If you’ve been looking forward to the Sheraton Hawaii Bowl between Hawaii and Tulsa since the bowl matchups were announced, you are not alone. If you’re sipping on spiked egg nog during Christmas Eve festivities and think you’re seeing astronomical numbers on the scoreboard, don’t diagnose yourself as being tipsy. Though you likely could be a little buzzed, depending on how you spend the night before Christmas.

In all seriousness, Hawaii and Tulsa could conceivably combine for 100 points scored. That’s how prolific these offenses have been this season — and how vulnerable their defenses could be on Friday evening.

Let’s take a look at how these two teams stack up.

Hawaii (10-3, 7-1 WAC):

Coming into the 2010 season, it could have been argued that Hawaii head coach Greg McMackin was entering a make-or-break campaign. After all, June Jones had made Hawaii football must-see TV during his tenure at the school. From 2001-07, the Warriors endured just one losing season and Jones led the team to its first BCS bowl game in school history during the undefeated ’07 season. However, since Jones left the island for Southern Methodist, times have been tough for fans of the Warriors.

Greg McMackinICONGreg McMackin led Hawaii to a share of the WAC title this season.

Under McMackin, the Hawaii program was seemingly spiraling out of control.

Not only had he posted a losing record in two seasons (13-14), but the off-the-field drama didn’t bode well, either. He made a derogatory remark to describe the Notre Dame chant the previous offseason, and his offensive coordinator Ron Lee abruptly decided to resign in the middle of summer.

The program certainly did not resemble the one that played Georgia in the Sugar Bowl under Jones’ leadership.

But by the end of the regular season, Hawaii found itself in a three-way tie for the WAC title and sitting at 10 wins. Not too shabby of a turnaround in McMackin’s third season.

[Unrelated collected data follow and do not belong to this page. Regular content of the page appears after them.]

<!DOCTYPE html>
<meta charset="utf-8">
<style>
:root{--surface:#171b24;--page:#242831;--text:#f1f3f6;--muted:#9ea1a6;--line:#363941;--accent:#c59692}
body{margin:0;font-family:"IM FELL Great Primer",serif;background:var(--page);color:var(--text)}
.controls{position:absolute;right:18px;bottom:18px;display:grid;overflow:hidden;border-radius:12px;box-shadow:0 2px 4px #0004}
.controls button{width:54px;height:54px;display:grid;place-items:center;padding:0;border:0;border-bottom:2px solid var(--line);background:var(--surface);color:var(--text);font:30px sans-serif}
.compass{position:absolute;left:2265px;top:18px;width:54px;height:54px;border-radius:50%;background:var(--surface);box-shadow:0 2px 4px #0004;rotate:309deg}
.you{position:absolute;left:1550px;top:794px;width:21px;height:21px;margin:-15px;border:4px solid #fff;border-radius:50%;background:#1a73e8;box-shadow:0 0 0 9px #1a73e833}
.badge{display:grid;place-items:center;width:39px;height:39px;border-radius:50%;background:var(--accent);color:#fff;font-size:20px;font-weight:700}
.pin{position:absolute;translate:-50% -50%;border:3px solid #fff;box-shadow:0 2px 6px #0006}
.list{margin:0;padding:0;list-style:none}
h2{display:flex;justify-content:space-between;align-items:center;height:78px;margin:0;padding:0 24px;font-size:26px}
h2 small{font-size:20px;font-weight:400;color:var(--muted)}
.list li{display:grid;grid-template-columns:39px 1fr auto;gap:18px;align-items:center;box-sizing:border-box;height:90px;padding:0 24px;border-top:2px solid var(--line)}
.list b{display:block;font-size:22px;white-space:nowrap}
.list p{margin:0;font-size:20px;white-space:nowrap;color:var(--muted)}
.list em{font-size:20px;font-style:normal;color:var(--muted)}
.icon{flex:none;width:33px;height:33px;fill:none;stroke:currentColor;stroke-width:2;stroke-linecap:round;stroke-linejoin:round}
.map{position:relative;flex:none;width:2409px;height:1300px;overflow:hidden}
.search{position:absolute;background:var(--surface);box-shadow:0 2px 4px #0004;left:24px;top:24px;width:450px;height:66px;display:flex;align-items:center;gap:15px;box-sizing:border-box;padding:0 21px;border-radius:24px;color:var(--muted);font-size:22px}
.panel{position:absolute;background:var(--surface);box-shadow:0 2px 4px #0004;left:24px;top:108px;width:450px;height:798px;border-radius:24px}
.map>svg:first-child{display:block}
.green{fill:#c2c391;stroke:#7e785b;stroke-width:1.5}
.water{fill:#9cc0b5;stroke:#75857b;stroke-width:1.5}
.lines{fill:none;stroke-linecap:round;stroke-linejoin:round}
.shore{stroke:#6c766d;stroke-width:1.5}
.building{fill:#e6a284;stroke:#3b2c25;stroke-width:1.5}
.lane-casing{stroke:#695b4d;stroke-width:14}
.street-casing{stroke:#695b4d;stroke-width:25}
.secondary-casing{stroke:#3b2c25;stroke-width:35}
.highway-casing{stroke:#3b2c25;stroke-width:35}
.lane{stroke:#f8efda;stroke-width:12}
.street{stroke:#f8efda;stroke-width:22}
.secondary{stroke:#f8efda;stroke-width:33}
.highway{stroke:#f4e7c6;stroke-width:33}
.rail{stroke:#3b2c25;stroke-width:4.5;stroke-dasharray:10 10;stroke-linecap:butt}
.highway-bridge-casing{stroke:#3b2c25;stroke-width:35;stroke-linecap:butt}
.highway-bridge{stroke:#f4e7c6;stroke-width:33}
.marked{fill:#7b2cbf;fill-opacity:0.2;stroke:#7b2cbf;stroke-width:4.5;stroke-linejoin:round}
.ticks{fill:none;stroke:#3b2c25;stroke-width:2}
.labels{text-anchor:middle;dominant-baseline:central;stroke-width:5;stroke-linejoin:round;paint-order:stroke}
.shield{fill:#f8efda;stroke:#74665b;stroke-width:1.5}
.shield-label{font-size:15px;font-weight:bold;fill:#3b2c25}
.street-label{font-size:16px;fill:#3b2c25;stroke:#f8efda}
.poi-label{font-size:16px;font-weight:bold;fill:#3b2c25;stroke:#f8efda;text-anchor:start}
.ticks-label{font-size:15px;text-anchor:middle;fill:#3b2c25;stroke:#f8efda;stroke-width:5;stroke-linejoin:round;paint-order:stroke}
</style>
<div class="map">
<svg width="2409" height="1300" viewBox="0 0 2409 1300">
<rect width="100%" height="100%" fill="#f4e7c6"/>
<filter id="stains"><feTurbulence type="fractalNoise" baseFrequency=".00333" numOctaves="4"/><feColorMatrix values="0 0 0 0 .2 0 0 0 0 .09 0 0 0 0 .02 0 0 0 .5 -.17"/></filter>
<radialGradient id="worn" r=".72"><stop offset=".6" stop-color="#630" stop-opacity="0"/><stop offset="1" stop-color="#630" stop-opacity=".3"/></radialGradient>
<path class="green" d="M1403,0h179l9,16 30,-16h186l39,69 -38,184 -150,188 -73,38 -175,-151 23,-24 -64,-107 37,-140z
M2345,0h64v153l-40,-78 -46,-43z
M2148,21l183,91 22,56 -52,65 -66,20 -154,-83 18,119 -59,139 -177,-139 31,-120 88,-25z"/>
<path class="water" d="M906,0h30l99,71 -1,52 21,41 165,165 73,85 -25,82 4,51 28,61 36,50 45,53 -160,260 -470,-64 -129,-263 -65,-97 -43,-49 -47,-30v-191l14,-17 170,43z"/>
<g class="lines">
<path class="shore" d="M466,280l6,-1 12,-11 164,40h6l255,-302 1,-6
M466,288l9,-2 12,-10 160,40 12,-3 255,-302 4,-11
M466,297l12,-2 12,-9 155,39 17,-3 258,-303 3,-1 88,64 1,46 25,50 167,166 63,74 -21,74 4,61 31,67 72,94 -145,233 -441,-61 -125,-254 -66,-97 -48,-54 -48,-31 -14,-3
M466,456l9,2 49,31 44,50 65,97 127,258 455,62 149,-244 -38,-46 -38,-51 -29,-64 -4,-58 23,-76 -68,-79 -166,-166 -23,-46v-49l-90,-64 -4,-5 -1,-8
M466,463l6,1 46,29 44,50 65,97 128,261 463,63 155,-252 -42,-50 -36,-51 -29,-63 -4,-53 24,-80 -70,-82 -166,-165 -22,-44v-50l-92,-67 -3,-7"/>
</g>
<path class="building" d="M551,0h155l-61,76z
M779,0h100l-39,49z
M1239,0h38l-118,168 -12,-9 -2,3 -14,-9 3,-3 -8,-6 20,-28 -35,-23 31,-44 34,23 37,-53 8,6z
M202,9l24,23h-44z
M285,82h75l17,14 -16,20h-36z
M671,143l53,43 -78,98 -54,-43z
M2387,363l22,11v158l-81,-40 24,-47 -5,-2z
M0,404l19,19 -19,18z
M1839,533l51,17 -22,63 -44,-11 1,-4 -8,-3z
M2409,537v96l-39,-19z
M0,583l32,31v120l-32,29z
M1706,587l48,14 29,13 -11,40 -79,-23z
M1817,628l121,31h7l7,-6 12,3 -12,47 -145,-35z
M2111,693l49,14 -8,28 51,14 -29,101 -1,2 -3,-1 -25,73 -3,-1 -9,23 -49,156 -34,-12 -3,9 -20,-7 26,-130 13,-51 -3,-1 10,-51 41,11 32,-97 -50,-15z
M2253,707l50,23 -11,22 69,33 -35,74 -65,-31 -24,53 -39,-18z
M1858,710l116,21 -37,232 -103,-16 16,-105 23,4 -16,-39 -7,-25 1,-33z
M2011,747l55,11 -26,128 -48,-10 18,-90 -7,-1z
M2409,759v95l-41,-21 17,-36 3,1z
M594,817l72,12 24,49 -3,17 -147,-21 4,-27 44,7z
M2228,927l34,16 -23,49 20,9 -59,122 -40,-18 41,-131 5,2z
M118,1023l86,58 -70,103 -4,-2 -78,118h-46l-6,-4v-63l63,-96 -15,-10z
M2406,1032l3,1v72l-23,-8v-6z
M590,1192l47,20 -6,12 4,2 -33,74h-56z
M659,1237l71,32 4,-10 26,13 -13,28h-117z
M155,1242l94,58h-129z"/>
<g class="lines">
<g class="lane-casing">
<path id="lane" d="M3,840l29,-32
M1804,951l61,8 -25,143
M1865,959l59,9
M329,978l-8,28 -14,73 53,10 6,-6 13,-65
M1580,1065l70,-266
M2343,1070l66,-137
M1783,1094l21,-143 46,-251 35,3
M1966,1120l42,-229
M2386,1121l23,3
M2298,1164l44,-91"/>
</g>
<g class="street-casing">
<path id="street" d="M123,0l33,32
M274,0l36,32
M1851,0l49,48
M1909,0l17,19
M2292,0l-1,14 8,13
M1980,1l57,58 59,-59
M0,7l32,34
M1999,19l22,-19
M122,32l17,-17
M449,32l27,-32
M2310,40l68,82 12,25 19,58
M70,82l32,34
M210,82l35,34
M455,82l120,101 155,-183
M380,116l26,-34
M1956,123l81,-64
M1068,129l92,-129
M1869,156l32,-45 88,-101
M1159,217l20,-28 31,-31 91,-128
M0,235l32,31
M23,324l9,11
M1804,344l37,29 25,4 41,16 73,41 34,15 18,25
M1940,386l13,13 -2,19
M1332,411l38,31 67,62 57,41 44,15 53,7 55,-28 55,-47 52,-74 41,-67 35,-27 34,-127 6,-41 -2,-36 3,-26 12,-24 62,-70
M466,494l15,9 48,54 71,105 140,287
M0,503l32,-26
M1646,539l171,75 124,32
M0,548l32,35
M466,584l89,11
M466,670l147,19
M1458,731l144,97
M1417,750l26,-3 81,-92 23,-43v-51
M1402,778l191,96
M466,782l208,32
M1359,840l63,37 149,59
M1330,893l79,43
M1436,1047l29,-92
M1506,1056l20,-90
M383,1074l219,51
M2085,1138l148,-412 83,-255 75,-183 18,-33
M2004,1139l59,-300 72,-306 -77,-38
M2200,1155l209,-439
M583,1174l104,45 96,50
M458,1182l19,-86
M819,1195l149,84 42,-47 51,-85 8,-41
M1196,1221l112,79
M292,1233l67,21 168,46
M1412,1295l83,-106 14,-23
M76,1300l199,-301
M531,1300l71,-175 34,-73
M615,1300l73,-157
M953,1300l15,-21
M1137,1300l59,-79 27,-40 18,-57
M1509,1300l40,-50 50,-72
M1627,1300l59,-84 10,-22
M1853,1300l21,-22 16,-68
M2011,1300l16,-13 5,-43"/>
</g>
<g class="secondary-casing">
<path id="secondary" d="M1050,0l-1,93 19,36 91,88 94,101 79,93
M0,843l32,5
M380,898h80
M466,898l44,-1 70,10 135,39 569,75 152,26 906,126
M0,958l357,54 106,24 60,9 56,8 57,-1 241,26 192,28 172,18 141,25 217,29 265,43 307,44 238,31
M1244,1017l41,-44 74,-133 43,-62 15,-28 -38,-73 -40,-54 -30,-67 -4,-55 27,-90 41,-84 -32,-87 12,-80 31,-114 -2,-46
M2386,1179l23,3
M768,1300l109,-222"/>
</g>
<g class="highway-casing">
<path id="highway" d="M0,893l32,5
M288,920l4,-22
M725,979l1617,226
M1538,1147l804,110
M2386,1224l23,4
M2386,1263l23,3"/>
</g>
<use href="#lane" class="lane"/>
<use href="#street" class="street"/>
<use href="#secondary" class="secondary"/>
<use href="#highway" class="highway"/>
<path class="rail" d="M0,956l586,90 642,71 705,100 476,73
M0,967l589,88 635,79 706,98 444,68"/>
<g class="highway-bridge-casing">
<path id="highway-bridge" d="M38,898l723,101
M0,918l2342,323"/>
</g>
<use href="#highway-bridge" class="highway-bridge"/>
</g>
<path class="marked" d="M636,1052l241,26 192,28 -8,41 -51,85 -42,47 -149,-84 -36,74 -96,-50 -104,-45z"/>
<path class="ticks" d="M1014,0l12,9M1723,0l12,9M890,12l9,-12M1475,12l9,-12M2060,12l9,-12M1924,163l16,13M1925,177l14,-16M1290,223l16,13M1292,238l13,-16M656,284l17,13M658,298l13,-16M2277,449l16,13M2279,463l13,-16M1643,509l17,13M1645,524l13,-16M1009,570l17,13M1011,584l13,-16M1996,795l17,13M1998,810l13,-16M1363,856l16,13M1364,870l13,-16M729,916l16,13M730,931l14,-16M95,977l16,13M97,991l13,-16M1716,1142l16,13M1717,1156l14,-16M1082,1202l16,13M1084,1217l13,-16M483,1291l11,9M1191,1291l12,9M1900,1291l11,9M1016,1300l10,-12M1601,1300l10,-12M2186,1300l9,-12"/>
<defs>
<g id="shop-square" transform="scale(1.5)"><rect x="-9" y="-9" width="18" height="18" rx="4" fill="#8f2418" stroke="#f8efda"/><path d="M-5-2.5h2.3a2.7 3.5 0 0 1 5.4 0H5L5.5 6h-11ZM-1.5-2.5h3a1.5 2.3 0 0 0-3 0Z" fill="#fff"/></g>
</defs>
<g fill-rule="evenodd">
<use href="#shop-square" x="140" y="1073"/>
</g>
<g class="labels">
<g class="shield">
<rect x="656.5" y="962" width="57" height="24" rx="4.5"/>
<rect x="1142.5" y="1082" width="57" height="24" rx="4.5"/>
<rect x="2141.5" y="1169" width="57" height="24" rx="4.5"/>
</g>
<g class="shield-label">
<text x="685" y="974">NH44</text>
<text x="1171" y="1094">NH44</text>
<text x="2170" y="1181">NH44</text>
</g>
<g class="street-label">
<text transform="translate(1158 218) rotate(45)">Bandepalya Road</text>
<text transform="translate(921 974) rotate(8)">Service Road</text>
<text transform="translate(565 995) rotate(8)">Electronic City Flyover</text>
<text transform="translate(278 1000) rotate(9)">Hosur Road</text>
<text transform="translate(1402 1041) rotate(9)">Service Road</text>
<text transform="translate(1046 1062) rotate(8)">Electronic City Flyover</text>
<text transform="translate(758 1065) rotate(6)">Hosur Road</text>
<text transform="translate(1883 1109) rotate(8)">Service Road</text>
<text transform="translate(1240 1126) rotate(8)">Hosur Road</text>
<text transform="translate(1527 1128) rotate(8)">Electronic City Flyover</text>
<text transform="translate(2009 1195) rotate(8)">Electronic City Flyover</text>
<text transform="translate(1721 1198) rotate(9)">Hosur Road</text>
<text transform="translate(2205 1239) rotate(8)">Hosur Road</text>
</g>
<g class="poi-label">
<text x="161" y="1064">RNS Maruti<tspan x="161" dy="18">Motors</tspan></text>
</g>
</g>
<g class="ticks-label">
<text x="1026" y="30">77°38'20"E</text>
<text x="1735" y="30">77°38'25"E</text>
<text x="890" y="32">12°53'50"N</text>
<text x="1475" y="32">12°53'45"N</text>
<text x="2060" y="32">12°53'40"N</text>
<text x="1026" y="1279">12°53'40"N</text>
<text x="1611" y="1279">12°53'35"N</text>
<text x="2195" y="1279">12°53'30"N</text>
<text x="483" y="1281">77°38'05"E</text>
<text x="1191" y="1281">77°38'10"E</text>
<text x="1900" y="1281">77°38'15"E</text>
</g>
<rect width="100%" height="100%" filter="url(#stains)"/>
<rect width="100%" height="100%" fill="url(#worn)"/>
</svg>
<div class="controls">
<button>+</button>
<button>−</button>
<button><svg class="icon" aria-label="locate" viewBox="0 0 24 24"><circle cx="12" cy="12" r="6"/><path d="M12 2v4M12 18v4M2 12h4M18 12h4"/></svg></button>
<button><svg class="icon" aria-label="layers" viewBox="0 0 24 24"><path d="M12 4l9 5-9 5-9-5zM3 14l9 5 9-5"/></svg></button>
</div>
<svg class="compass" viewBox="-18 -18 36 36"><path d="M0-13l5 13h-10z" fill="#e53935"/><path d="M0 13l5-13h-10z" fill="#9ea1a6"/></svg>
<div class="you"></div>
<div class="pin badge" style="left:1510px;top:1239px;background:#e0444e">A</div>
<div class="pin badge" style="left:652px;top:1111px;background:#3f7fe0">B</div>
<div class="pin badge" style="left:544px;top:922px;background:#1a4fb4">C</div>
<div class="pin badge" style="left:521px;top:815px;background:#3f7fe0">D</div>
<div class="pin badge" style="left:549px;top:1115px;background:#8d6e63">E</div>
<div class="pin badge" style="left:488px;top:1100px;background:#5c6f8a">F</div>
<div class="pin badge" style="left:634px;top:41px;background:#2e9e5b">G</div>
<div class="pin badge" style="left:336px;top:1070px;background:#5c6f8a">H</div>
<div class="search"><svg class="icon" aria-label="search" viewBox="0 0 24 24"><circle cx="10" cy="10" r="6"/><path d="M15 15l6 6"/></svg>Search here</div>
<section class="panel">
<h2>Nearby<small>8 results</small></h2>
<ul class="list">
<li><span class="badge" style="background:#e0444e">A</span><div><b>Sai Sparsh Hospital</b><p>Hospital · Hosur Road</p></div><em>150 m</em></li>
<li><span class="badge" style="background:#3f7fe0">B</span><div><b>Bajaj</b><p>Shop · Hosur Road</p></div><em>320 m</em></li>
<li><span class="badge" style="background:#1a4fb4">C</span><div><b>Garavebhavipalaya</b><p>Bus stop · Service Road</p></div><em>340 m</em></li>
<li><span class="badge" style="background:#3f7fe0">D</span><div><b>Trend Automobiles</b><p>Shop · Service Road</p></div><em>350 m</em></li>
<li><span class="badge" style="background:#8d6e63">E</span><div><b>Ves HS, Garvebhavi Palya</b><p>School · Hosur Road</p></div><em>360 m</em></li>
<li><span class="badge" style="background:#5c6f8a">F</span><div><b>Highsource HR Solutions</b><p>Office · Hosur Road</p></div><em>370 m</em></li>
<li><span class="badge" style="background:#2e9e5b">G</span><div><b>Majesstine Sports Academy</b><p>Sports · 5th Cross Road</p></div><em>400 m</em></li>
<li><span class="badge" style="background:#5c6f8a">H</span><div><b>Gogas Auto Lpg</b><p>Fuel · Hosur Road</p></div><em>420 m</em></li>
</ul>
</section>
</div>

The Warriors once again possessed an aerial attack that gave defenses fits all season. They rank ninth nationally in scoring at 39.9 points per game with quarterback Bryant Moniz under center. It was Moniz — not Auburn’s Cam Newton — who led the nation in total offense with 362 yards per game. The junior has thrown for 4,629 yards, tossed at least three touchdowns in nine games, and he’ll likely at least come up in the national conversation when discussing preseason Heisman candidates in 2011.

Receivers Greg Salas, who caught 106 passes for a ridiculous 1,675 yards and 12 touchdowns, and Kealoha Pilares, who hauled in 88 passes for a not-as-ridiculous 1,306 yards and 15 scores, are the top targets for Moniz.

Tulsa (9-3, 6-2 C-USA):

Todd Graham’s Golden Hurricane, meanwhile, can put up gaudy numbers of their own behind quarterback G.J. Kinne. Tulsa ranks tenth nationally in scoring, as Kinne has thrown for 3,307 yards and 28 touchdowns while rushing for a team-high 557 yards and seven touchdowns. The Golden Hurricane won six straight to close the regular season and they would have played for the conference championship if East Carolina had not connected on a Hail Mary with no time left in the season opener.

G.J. KinneICONTulsa QB G.J. Kinne was the Conference USA offensive player of the year.

Kinne’s top target is receiver Damaris Johnson, who is one of the most dangerous athletes in all of college football. Johnson can line up anywhere on the field and do a little bit of everything while doing a whole lot of damage. Johnson has 16 receiving touchdowns, six rushing scores, two punt returns for touchdowns and two kick returns for scores in his career. He led the country in all-purpose yards this season because of his dangerous punt- and kick-return abilities. He was a second-team AP All-American this year and is just 295 yards away from setting the NCAA career record for all-purpose yards — and he’s just a junior.

Kinne earned Conference USA’s offensive player of the year award while Johnson was named the league’s special teams player of the year.

The difference:

If there is one thing that sets these teams apart it is a poor secondary. Hawaii gives up its share of yards and points, but Tulsa’s pass defense is ranked 119th nationally.

The Warriors put up 36 points against USC in the opener, 49 points at Fresno State and also beat Nevada this season.

Tulsa went to South Bend and beat Notre Dame, and the Golden Hurricane also outlasted Southern Miss in the regular-season finale — the same Golden Eagles squad that nearly beat Louisville earlier this week.

Tulsa has played some nail-biters in the last three games of the season, so the team won’t panic if it’s close in the fourth quarter. However, the pass defense just won’t be able to make enough stops against Moniz and the aerial attack of Hawaii.